O certo seria escrever um textão por episódio de Cara Gente
Branca. Mas vou escrever só um textinho mesmo.
O grande mérito dessa série, comparada ao acumulado de
produções anteriores sobre o tema, na minha opinião, é abordar as nuances. É comum o racismo aparecer nas artes de maneira romantizada, com situações claras de opressão. Mas em Cara Gente Branca as nuances e sutilezas, tanto do racismo quanto dos conflitos e suas possíveis soluções, são a parte principal do enredo. Elas
aparecem em outras obras, mas talvez não tão problematizadas quanto nesta. As
diferenças de abordagem e de pontos de vista mesmo sobre a questão racial
dentro do movimento e entre suas subdivisões; a questão do amigo/ namorado
branco e sua posição; o humor; as interseções da questão racial com gênero e sexualidade.

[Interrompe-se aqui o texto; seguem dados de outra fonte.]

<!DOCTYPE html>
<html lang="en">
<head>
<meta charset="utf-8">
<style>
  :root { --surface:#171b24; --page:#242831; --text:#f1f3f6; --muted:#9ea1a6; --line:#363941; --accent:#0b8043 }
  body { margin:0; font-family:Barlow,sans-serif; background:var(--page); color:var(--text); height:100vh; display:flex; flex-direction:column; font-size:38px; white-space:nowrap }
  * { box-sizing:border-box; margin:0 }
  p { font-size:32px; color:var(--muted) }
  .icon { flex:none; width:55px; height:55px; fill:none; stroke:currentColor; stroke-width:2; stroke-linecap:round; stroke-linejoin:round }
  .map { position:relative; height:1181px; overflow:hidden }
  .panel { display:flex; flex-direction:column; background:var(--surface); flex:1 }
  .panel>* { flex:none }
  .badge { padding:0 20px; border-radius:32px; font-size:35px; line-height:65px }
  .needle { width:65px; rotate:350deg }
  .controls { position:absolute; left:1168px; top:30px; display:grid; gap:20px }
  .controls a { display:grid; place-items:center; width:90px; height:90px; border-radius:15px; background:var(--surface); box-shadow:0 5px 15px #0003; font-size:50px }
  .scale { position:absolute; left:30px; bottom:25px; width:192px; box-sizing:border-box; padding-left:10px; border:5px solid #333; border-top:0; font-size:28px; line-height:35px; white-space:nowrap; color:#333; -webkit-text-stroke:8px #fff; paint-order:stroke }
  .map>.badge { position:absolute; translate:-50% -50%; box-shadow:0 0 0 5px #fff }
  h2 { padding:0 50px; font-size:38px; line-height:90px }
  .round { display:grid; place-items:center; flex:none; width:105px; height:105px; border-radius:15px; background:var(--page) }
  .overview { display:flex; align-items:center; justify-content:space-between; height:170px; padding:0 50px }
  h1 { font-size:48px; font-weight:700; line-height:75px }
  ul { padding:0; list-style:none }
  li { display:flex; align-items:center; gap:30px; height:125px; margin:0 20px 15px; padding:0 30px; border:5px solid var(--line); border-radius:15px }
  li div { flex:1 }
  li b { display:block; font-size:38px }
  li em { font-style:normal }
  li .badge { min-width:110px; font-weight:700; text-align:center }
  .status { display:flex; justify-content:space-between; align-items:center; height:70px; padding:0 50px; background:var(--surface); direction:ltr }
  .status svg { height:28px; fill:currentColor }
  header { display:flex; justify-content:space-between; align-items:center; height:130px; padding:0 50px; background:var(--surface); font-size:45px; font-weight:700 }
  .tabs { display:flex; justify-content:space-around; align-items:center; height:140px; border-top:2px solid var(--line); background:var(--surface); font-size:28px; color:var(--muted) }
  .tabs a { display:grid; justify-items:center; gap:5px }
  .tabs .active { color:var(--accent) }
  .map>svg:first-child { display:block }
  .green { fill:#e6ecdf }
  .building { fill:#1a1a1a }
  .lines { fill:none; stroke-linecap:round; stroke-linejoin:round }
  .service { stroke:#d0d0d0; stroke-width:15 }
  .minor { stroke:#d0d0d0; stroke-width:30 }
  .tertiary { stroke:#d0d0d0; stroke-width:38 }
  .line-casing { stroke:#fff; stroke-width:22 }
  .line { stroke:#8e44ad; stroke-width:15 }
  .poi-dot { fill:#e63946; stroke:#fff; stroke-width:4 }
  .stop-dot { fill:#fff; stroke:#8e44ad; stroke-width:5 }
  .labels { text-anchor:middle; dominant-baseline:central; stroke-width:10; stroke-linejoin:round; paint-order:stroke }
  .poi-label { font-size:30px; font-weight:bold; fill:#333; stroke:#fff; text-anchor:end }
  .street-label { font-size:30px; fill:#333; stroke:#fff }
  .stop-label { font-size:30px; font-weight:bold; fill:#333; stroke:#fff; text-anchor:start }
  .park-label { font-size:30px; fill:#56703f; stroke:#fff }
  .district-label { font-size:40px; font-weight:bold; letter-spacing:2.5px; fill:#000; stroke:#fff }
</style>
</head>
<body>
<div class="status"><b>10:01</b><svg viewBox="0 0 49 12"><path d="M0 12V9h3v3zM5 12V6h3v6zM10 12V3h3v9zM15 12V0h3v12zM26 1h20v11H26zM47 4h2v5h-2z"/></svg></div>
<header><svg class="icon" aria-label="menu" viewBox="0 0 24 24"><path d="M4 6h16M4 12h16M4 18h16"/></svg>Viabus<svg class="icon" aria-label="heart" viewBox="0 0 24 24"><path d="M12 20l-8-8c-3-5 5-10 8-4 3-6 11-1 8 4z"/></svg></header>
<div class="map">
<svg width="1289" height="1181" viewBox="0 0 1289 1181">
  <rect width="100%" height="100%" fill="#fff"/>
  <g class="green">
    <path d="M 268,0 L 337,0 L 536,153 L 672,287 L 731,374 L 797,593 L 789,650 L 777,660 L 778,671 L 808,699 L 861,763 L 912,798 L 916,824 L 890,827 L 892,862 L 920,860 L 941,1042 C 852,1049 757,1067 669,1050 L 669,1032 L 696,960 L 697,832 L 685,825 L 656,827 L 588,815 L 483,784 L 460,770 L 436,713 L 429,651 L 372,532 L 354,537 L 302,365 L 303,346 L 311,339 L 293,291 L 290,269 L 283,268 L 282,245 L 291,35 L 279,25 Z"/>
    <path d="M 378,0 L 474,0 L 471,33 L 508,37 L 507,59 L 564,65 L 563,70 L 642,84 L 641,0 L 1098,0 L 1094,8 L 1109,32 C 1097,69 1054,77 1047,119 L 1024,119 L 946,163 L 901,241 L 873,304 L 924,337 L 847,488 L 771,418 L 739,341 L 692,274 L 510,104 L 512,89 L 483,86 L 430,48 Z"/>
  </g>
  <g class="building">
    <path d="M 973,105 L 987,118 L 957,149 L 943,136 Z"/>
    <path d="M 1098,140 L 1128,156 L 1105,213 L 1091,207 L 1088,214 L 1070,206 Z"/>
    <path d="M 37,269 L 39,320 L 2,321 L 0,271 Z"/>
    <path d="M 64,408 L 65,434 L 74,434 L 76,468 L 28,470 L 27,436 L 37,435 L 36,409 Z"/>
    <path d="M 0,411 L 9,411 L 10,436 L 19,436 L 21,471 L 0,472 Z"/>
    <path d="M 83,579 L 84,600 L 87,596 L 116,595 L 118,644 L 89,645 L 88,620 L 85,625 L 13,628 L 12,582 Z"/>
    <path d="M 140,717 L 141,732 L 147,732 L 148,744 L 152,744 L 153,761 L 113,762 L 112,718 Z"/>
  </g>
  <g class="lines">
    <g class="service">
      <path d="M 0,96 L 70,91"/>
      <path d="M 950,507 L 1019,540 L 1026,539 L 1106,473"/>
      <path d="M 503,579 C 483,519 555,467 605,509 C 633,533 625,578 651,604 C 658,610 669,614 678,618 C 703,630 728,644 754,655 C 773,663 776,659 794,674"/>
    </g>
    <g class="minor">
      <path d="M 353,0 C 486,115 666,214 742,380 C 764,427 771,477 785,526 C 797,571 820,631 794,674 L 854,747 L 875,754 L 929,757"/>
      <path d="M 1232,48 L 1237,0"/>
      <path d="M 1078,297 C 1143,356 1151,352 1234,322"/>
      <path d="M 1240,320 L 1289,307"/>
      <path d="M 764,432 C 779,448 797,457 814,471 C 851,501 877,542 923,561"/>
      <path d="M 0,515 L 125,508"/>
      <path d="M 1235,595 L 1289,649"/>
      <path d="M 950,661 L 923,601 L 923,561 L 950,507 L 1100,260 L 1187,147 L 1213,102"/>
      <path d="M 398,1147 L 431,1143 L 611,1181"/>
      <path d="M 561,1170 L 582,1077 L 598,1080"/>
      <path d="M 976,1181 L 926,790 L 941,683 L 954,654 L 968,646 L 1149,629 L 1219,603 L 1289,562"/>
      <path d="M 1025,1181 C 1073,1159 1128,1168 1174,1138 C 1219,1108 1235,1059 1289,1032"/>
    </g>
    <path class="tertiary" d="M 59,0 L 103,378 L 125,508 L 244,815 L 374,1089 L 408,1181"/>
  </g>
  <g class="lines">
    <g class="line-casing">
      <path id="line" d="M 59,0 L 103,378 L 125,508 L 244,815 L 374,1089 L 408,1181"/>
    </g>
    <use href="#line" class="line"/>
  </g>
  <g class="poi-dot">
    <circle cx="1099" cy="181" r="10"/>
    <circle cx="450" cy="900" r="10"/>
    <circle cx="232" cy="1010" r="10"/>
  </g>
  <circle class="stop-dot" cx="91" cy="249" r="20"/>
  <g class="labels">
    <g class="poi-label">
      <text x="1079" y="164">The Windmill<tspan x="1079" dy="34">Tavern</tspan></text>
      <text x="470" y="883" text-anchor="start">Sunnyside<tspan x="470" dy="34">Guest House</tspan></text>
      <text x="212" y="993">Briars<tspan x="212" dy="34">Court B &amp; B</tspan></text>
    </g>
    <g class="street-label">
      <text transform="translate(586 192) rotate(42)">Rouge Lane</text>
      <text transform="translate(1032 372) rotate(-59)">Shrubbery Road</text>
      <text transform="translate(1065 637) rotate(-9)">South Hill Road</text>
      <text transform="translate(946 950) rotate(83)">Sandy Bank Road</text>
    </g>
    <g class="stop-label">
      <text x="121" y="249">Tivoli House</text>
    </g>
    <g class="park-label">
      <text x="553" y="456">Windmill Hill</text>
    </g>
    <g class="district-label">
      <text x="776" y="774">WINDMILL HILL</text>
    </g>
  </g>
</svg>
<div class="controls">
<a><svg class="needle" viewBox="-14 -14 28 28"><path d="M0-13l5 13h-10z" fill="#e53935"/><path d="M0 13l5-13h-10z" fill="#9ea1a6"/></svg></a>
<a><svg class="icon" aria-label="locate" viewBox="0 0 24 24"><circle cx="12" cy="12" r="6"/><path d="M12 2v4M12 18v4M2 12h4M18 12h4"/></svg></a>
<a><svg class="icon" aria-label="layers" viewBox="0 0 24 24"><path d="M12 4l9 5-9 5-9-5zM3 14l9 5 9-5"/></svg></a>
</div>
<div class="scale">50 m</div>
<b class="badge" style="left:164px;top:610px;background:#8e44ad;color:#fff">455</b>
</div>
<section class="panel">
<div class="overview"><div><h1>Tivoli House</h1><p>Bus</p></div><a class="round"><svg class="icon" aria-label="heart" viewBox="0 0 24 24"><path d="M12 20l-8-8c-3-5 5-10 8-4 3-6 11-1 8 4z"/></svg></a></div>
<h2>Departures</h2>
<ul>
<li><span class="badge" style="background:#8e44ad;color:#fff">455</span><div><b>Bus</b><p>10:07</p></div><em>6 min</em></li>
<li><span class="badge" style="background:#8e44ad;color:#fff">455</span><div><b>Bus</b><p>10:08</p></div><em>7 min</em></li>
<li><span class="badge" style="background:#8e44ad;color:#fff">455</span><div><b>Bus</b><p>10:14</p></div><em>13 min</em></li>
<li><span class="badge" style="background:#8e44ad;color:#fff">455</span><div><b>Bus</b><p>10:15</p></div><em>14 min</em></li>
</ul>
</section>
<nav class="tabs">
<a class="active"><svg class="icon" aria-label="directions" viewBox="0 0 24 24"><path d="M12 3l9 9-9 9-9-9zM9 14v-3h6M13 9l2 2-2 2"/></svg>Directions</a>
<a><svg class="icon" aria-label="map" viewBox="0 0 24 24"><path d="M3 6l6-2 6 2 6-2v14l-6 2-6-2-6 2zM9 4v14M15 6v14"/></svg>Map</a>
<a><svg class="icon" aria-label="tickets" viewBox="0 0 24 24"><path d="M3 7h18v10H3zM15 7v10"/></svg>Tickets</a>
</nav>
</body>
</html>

Até mesmo a questão do financiamento das
universidades nos EUA é pincelada. Isso tudo é mostrado a partir de situações
articulando conflitos individuais e coletivos/sociais. É de fato uma série
genial.
Me chamou atenção o olhar que é dirigido ao namorado branco
de Samantha White. Quando ele chega para acompanhá-la numa reunião, ele recebe
olhares reprovadores, também dirigidos a ela, por namorar um branco. Isso vira
uma questão. Será que todo o branco representa todo o racismo?
Mas o que me salta aos olhos, e eu acho que talvez seja um
dos pontos de onde nossa discussão pode partir, é a especificidade da questão
racial nos EUA e sua comparabilidade com o racismo
à brasileira. O Risério já tinha apontado algo assim, como de certa forma
alguns setores brasileiros se baseiam na noção racial americana da “gota de sangue”.
E que isto seria artificial e “colonizado” no Brasil, já que aqui a gente
trabalha mais com miscigenação. O racismo não é tudo ou nada, segue gradações
de acordo com a tonalidade da pele. Outro ponto que merece destaque é que nos
EUA a população negra não chega a 15%, e no Brasil ultrapassa 50%. Ainda assim,
que universidade brasileira teria negros em número suficiente para criar uma
comunidade como a casa onde vivem os personagens principais da série? Será que
esse modelo de comunidade se aplica no Brasil, onde a mistura costuma ser o
caminho? Será que a mistura ainda é o caminho escolhido pelos brasileiros? A hipótese
da miscigenação pode ter perdido força desde Gilberto Freyre; e o racismo tem
aparecido com mais força conforme os avanços sociais se consolidaram e, agora,
são ameaçados. Na minha opinião, ainda não vivemos o período mais acirrado do
racismo brasileiro. Quando o negro está na senzala, longe, é fácil não enxergar o próprio racismo. A distância tampona o conflito e o preconceito. Ele aparece mais quando o negro chega na faculdade, no avião, quando o médico ou o professor universitário são negros.